Problem to solve → Return only the lines from the start of the records through the line that contains "position:relative; width:1790px; height:1936px;", inclusive; leave out all pictures.

[Stored data entries]
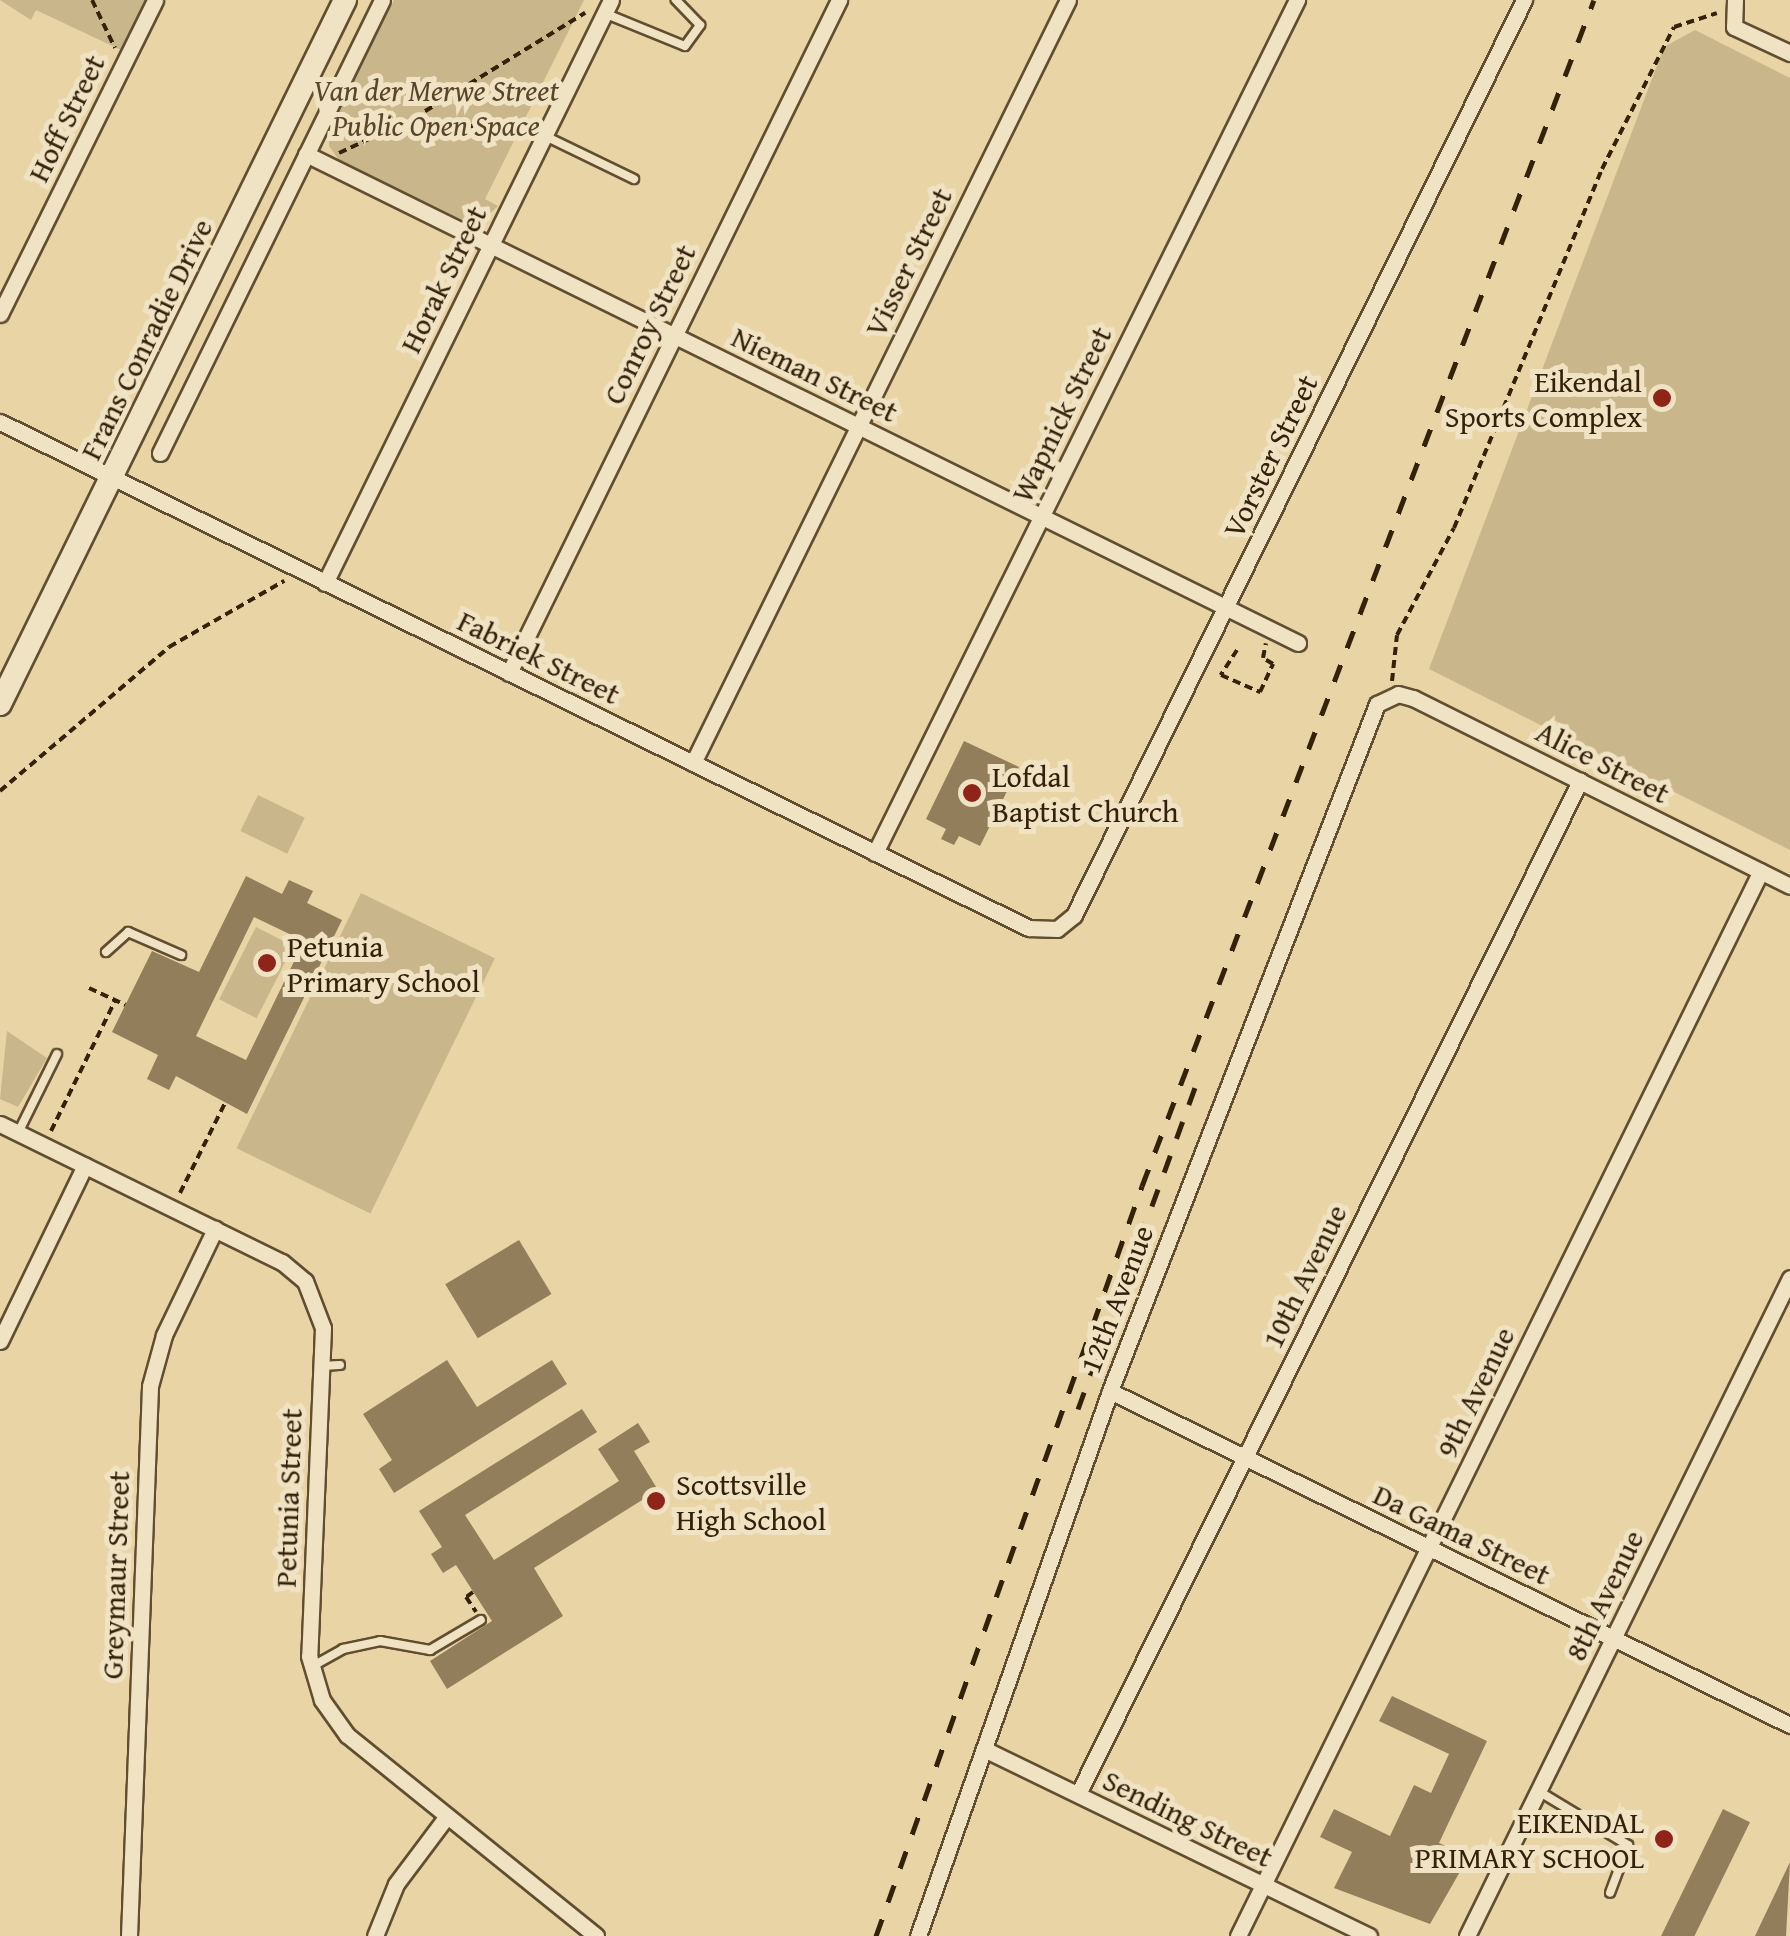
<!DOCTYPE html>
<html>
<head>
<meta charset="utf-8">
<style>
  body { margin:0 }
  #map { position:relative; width:1790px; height:1936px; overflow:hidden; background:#e8d4a4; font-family:"Gentium Book Plus",serif }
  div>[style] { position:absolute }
  .green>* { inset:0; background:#c9b68a; transform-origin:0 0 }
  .building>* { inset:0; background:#927e5a; transform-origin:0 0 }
  .path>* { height:4px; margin-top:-2px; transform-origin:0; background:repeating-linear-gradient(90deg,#34210a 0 8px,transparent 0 13px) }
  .roads { filter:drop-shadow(2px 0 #614e30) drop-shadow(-2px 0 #614e30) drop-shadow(0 2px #614e30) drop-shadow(0 -2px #614e30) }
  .lane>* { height:8px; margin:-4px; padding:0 4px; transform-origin:4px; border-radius:4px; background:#f0e3c4 }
  .street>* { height:15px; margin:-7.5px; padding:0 7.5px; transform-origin:7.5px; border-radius:7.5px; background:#f0e3c4 }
  .secondary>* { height:22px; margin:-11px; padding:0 11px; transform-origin:11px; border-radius:11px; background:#f0e3c4 }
  .rail>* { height:5px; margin-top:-2.5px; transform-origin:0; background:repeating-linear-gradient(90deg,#34210a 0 18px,transparent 0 36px) }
  .dots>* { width:28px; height:28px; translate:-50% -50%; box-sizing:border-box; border:5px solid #f0e3c4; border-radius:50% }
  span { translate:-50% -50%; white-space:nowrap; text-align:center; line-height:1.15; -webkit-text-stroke:10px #f0e3c4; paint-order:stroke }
  .park-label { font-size:30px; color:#59462a; font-style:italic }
  .street-label { font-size:30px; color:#34210a }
  .poi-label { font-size:30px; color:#34210a }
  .right { translate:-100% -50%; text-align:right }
  .left { translate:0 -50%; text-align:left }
</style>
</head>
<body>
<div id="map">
  <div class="green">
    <div style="clip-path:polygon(0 0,145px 0,121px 50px,36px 10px,31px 20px)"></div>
    <div style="clip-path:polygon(394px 0,584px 0,485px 199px,498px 206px,483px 220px,465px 221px,339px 160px,329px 146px,329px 130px)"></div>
    <div style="clip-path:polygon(1695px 30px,1790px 78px,1790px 850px,1429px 669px,1664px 47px)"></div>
    <div style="left:258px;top:795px;width:52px;height:40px;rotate:26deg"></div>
    <div style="left:361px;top:893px;width:149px;height:284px;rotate:26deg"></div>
    <div style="left:256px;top:927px;width:42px;height:81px;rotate:27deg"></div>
    <div style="clip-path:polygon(7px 1031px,47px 1058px,18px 1107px,0 1099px)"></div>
  </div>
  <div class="building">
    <div style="clip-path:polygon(964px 741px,1019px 767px,980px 846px,959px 836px,954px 845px,941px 839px,946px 829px,926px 819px)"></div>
    <div style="clip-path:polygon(evenodd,246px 876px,282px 894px,289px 880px,313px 891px,307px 903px,342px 920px,247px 1114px,176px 1076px,169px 1090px,147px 1079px,158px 1055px,112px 1032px,152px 951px,199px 972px,246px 876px,254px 917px,304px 941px,246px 1060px,196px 1036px,254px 917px)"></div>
    <div style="left:519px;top:1240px;width:63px;height:86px;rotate:59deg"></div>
    <div style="clip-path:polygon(447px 1360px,477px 1407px,552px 1360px,567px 1384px,394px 1493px,379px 1469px,392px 1460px,363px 1414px)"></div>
    <div style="clip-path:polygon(582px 1409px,597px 1432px,465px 1515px,494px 1560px,619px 1481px,598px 1449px,638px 1423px,650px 1442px,634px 1451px,658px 1490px,534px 1568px,563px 1616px,447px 1689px,430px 1661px,492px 1621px,456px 1565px,443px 1573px,431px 1554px,442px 1547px,419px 1511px)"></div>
    <div style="clip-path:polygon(1392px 1696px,1487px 1741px,1439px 1843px,1469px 1856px,1430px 1924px,1334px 1888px,1352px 1852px,1320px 1837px,1334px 1809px,1390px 1836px,1414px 1785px,1431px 1793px,1449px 1754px,1379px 1721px)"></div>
    <div style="left:1723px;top:1809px;width:30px;height:141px;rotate:26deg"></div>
    <div style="clip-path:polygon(1790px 1862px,1786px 1936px,1755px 1936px)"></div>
  </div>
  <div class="path">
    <div style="left:92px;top:0;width:53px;rotate:64.4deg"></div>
    <div style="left:414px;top:118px;width:201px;rotate:-31.6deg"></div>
    <div style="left:339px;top:153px;width:83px;rotate:-25deg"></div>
    <div style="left:414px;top:118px;width:117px;rotate:7.9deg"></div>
    <div style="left:1237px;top:650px;width:30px;rotate:123deg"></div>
    <div style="left:1221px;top:675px;width:43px;rotate:23.6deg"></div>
    <div style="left:1260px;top:692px;width:31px;rotate:-65deg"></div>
    <div style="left:1273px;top:664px;width:12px;rotate:-149deg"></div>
    <div style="left:1263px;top:658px;width:15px;rotate:-79deg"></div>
    <div style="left:1392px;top:681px;width:46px;rotate:-83.8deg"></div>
    <div style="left:1397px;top:635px;width:121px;rotate:-62deg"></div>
    <div style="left:1454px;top:528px;width:388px;rotate:-67.6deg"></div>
    <div style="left:1602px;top:169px;width:159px;rotate:-63.1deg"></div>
    <div style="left:1674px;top:27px;width:45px;rotate:-18deg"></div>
    <div style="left:0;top:791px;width:222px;rotate:-40.4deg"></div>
    <div style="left:169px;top:647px;width:133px;rotate:-29.9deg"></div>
    <div style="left:89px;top:988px;width:40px;rotate:25deg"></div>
    <div style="left:51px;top:1131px;width:145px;rotate:-63.8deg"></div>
    <div style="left:180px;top:1193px;width:101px;rotate:-63.4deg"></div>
    <div style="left:473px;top:1592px;width:9px;rotate:144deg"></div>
    <div style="left:466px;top:1597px;width:18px;rotate:56deg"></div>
  </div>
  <div class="roads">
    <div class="lane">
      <div style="left:604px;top:13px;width:87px;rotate:22.2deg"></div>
      <div style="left:685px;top:46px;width:26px;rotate:-54deg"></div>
      <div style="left:700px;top:25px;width:35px;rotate:-134deg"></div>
      <div style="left:545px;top:136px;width:99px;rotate:25.8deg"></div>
      <div style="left:106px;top:952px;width:30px;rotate:-42deg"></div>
      <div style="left:128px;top:932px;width:58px;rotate:23.5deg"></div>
      <div style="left:18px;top:1133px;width:88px;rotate:-63.7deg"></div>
      <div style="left:321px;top:1366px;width:19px;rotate:-3deg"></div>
      <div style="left:311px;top:1667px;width:37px;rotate:-29deg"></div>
      <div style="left:343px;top:1649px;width:38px;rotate:-12deg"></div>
      <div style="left:380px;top:1641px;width:51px;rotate:10.2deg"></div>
      <div style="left:430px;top:1650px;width:59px;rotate:-30.5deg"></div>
      <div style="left:1540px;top:1792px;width:103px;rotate:31.1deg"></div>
      <div style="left:1628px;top:1845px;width:51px;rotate:110.6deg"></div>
    </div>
    <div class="street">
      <div style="left:1735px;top:0;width:27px;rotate:92deg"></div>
      <div style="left:1734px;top:27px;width:62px;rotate:24.9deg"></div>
      <div style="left:306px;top:154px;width:1106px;rotate:26.24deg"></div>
      <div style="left:0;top:314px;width:350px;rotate:-63.7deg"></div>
      <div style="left:0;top:422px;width:1147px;rotate:26.19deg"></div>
      <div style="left:1029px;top:928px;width:28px;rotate:2deg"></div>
      <div style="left:1057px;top:929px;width:22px;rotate:-39deg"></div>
      <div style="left:1074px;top:915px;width:1020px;rotate:-63.81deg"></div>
      <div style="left:160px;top:453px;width:504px;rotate:-63.89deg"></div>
      <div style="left:325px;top:583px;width:649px;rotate:-63.87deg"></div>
      <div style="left:509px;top:673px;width:750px;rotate:-63.88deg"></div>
      <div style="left:693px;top:763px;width:850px;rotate:-63.83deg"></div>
      <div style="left:875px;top:853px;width:952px;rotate:-63.68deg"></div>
      <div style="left:0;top:1124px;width:314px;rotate:26.1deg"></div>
      <div style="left:282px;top:1262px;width:30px;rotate:40deg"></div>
      <div style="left:305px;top:1281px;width:50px;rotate:69deg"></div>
      <div style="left:323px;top:1328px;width:328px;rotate:92.4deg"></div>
      <div style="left:309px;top:1656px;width:46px;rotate:73.5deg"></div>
      <div style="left:322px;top:1700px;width:43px;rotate:54.5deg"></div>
      <div style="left:347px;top:1735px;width:320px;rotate:38.9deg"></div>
      <div style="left:0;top:1341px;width:195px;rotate:-64.2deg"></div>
      <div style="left:1110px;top:1391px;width:758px;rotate:26.16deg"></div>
      <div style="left:984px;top:1749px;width:428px;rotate:25.9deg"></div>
      <div style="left:1078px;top:1794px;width:1131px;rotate:-63.64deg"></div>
      <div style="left:129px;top:1936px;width:550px;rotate:-87.81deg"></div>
      <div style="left:150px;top:1386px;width:53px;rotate:-74.6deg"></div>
      <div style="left:164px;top:1335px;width:118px;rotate:-64.3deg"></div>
      <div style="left:375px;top:1936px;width:56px;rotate:-68deg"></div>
      <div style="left:396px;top:1884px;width:85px;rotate:-53.1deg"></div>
      <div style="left:918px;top:1936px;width:578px;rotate:-70.59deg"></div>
      <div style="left:1110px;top:1391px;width:737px;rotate:-68.76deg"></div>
      <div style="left:1377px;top:704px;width:23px;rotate:-25deg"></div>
      <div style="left:1398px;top:694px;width:16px;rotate:15deg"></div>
      <div style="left:1413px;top:698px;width:421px;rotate:26.5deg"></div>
      <div style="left:1238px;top:1936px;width:1186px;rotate:-63.85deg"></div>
      <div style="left:1467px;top:1936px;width:733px;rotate:-63.85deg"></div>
    </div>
    <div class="secondary">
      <div style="left:0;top:704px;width:784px;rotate:-63.89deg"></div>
    </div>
  </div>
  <div class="rail">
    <div style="left:1078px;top:1409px;width:360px;rotate:-70deg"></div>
    <div style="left:876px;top:1936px;width:796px;rotate:-70.47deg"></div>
    <div style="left:1142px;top:1186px;width:1269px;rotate:-69.14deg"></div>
  </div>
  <div class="dots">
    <div style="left:1662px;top:398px;background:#8f2418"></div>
    <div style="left:972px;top:793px;background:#8f2418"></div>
    <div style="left:267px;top:963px;background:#8f2418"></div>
    <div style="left:656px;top:1501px;background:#8f2418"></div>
    <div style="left:1664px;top:1839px;background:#8f2418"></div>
  </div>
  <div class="park-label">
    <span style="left:436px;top:107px">Van der Merwe Street<br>Public Open Space</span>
  </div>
  <div class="street-label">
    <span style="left:66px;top:118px;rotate:-64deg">Hoff Street</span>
    <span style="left:908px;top:262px;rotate:-64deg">Visser Street</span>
    <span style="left:443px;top:279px;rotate:-64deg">Horak Street</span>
    <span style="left:649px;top:324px;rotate:-64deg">Conroy Street</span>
    <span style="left:146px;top:339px;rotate:-64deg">Frans Conradie Drive</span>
    <span style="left:815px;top:374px;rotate:26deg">Nieman Street</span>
    <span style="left:1061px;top:414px;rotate:-64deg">Wapnick Street</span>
    <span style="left:1270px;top:456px;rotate:-64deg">Vorster Street</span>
    <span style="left:539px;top:657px;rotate:26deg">Fabriek Street</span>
    <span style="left:1603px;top:762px;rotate:27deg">Alice Street</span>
    <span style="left:1304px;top:1276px;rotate:-64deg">10th Avenue</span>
    <span style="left:1116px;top:1299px;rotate:-69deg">12th Avenue</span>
    <span style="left:1475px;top:1392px;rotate:-64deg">9th Avenue</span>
    <span style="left:288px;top:1498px;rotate:-88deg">Petunia Street</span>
    <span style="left:1462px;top:1534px;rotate:26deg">Da Gama Street</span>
    <span style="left:115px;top:1575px;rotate:-88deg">Greymaur Street</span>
    <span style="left:1604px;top:1595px;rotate:-64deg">8th Avenue</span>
    <span style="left:1188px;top:1818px;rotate:26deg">Sending Street</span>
  </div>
  <div class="poi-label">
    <span class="right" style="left:1642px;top:398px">Eikendal<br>Sports Complex</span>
    <span class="left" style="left:992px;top:793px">Lofdal<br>Baptist Church</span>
    <span class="left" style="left:287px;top:963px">Petunia<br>Primary School</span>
    <span class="left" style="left:676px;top:1501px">Scottsville<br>High School</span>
    <span class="right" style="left:1644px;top:1839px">EIKENDAL<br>PRIMARY SCHOOL</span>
  </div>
</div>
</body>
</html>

Written solution →
<!DOCTYPE html>
<html>
<head>
<meta charset="utf-8">
<style>
  body { margin:0 }
  #map { position:relative; width:1790px; height:1936px; overflow:hidden; background:#e8d4a4; font-family:"Gentium Book Plus",serif }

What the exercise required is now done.